By Mr. Jason Eslick, English Faculty

Malcolm, Martin, and Mookie: American Dreaming in Do the Right Thing

Spike Lee’s 1989 film Do the Right Thing can be read as a realistic study of American Dreaming. Through its depiction of the hottest day of the year in a Bedford-Stuyvesant neighborhood, the film argues that the American Dream ceases to provide meaning if it is seen as limited only to a privileged set of the American population, and that this trend becomes markedly clear when discussing American concepts of race and class. As James Baldwin writes: “…we Americans, of whatever color, do not dare examine [the American Dream] and are far from having made it a reality. There are too many things we do not wish to know about ourselves” (Baldwin)

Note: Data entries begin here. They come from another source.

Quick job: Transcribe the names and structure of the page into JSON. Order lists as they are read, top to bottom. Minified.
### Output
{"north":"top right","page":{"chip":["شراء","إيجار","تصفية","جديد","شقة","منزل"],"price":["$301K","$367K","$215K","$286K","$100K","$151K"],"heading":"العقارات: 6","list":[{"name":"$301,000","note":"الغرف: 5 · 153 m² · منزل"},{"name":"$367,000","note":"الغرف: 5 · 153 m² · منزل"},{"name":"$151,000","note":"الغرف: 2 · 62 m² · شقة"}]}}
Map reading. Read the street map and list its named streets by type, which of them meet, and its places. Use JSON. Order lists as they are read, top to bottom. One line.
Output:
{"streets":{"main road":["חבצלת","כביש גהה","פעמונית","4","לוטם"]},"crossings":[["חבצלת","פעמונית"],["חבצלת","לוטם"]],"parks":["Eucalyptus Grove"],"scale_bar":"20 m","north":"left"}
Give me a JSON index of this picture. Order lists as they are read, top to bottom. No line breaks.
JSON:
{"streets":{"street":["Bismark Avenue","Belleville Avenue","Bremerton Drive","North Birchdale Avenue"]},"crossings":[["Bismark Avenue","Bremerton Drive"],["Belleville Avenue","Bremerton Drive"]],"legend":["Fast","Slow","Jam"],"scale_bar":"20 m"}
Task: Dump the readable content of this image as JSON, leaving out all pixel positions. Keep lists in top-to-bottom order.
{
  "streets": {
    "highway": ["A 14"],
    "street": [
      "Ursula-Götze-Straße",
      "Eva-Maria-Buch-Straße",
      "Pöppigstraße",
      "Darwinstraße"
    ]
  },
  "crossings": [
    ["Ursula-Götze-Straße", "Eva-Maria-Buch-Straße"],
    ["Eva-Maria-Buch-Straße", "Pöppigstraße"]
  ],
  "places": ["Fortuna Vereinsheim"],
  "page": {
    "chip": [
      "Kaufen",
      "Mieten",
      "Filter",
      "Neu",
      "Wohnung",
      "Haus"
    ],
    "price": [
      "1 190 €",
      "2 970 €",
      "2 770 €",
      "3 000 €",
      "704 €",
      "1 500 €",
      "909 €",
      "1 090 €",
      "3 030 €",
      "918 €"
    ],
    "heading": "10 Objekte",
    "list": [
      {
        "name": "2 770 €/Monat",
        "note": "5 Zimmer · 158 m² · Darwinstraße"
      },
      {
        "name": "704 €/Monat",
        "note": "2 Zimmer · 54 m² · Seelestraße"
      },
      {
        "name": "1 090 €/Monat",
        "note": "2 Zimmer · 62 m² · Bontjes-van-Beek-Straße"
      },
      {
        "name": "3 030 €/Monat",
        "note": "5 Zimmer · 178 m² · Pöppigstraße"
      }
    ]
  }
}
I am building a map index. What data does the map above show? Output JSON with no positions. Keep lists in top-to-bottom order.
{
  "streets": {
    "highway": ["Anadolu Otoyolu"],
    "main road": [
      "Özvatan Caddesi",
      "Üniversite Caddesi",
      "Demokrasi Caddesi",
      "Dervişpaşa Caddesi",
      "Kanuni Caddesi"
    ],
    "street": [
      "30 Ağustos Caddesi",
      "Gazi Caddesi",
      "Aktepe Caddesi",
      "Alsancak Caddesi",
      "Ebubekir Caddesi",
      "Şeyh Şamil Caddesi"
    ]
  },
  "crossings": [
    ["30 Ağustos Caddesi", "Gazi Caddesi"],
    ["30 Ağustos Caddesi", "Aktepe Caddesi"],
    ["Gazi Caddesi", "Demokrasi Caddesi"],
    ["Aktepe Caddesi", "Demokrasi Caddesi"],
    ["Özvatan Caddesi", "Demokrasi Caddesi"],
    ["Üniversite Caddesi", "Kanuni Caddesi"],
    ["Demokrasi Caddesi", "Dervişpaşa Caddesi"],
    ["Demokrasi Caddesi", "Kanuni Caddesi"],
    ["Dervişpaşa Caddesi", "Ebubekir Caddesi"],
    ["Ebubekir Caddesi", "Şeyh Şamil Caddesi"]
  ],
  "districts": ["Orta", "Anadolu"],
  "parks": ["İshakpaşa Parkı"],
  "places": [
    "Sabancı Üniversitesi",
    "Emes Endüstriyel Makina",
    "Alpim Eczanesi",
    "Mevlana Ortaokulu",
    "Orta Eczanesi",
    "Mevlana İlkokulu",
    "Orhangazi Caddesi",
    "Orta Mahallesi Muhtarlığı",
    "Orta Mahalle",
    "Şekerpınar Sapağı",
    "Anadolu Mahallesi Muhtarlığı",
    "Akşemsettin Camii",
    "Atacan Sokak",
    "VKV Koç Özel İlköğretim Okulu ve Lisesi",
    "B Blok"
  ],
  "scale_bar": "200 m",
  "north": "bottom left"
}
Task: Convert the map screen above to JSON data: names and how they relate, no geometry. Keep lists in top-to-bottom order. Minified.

This reluctance or inability to adequately explore and examine the American Dream is arguably part of Do the Right Thing’s social force, and the film’s conclusion underscores what is at stake in confronting it. Do the Right Thing allows the viewer to examine the questions of racial privilege that underpin the film’s conflicts.  At the end, however, we are not sure what “Right” means, as the darker aspects of a cultural reality cause a crisis of definition. As Jim Cullen notes about the American Dream, “…ambiguity is the very source of its mythic power, nowhere more so than among those striving for, but unsure whether they will reach, their goals” (Cullen). Indeed, the things that Baldwin implies we do not wish to recognize about ourselves as a community and as a country become laid bare.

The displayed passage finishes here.